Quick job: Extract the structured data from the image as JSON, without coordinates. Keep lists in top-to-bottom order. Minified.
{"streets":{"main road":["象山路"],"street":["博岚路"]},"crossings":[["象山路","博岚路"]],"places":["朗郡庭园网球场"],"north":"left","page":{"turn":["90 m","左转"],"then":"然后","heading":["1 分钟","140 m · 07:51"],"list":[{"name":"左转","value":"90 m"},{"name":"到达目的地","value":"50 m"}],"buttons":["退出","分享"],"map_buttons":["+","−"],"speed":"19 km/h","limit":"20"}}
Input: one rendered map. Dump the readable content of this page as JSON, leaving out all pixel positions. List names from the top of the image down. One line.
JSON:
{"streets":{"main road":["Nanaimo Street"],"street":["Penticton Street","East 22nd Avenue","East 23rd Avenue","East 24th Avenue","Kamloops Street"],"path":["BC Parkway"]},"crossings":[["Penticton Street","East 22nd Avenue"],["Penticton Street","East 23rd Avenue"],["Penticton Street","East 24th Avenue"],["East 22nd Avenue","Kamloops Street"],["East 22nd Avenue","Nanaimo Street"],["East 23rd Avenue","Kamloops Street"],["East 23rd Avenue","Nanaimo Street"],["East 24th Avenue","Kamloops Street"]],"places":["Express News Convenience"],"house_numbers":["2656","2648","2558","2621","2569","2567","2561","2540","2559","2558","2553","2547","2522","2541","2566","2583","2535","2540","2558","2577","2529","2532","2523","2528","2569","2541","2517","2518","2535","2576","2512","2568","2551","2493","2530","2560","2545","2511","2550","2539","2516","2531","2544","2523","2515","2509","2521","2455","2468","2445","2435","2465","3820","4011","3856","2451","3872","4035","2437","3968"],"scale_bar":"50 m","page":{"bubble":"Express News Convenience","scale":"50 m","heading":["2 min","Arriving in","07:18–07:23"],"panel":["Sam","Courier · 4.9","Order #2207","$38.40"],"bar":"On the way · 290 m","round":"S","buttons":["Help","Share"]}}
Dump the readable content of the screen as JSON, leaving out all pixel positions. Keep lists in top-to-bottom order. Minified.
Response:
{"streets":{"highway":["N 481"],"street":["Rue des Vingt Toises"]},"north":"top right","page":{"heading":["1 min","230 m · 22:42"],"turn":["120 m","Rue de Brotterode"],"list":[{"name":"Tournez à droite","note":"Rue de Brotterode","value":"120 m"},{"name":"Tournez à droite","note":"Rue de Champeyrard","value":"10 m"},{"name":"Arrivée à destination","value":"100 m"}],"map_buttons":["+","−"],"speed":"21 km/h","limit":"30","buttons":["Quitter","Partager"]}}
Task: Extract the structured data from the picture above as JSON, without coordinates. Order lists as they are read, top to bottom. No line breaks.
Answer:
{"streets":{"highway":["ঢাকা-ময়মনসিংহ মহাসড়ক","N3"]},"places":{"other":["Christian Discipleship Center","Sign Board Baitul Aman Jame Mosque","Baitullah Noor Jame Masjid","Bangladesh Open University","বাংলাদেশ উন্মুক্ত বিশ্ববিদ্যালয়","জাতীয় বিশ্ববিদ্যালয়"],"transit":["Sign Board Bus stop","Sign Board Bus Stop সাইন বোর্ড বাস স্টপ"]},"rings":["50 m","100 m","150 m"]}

--------------------------------------------------

▸ Task brief:
Reproduce exactly every line between the line with "Task: Extract the" and the last line of the records above, both included.

▸ Solution to the exercise:
Task: Extract the structured data from the picture above as JSON, without coordinates. Order lists as they are read, top to bottom. No line breaks.
Answer:
{"streets":{"highway":["ঢাকা-ময়মনসিংহ মহাসড়ক","N3"]},"places":{"other":["Christian Discipleship Center","Sign Board Baitul Aman Jame Mosque","Baitullah Noor Jame Masjid","Bangladesh Open University","বাংলাদেশ উন্মুক্ত বিশ্ববিদ্যালয়","জাতীয় বিশ্ববিদ্যালয়"],"transit":["Sign Board Bus stop","Sign Board Bus Stop সাইন বোর্ড বাস স্টপ"]},"rings":["50 m","100 m","150 m"]}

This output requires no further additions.